→ Collected data entries
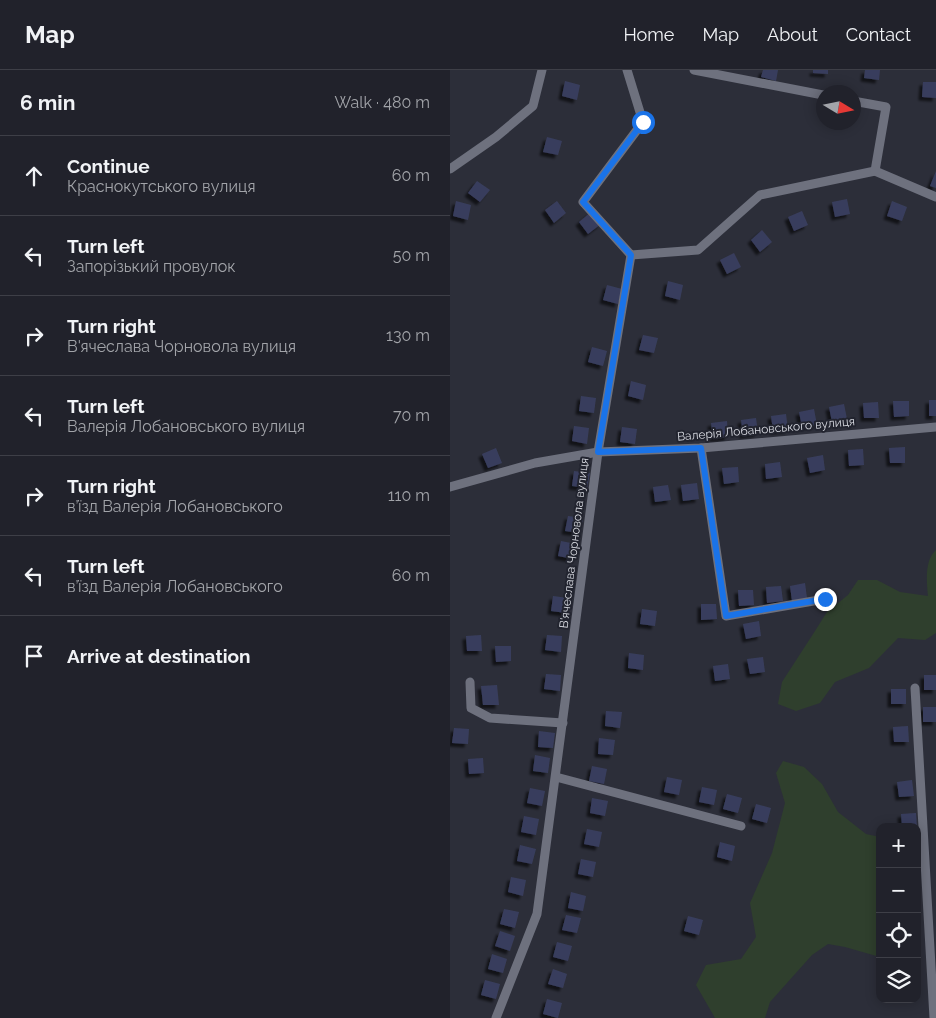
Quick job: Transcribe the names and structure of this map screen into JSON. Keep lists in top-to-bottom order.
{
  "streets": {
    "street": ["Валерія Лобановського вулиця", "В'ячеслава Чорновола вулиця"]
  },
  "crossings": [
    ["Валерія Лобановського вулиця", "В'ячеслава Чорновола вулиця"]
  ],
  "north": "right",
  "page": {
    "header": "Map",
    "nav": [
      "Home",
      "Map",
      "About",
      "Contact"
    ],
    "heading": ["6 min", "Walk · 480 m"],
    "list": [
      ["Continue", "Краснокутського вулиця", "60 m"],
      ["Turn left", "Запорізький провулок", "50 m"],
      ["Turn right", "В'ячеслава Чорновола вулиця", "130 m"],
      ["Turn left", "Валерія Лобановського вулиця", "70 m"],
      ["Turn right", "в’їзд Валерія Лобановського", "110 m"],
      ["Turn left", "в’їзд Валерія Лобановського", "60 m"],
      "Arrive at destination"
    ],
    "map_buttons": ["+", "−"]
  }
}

→ Directions for this task
Where the word "Turn" occurs in a line of the records, copy that line.

→ Result below
      ["Turn left", "Запорізький провулок", "50 m"],
      ["Turn right", "В'ячеслава Чорновола вулиця", "130 m"],
      ["Turn left", "Валерія Лобановського вулиця", "70 m"],
      ["Turn right", "в’їзд Валерія Лобановського", "110 m"],
      ["Turn left", "в’їзд Валерія Лобановського", "60 m"],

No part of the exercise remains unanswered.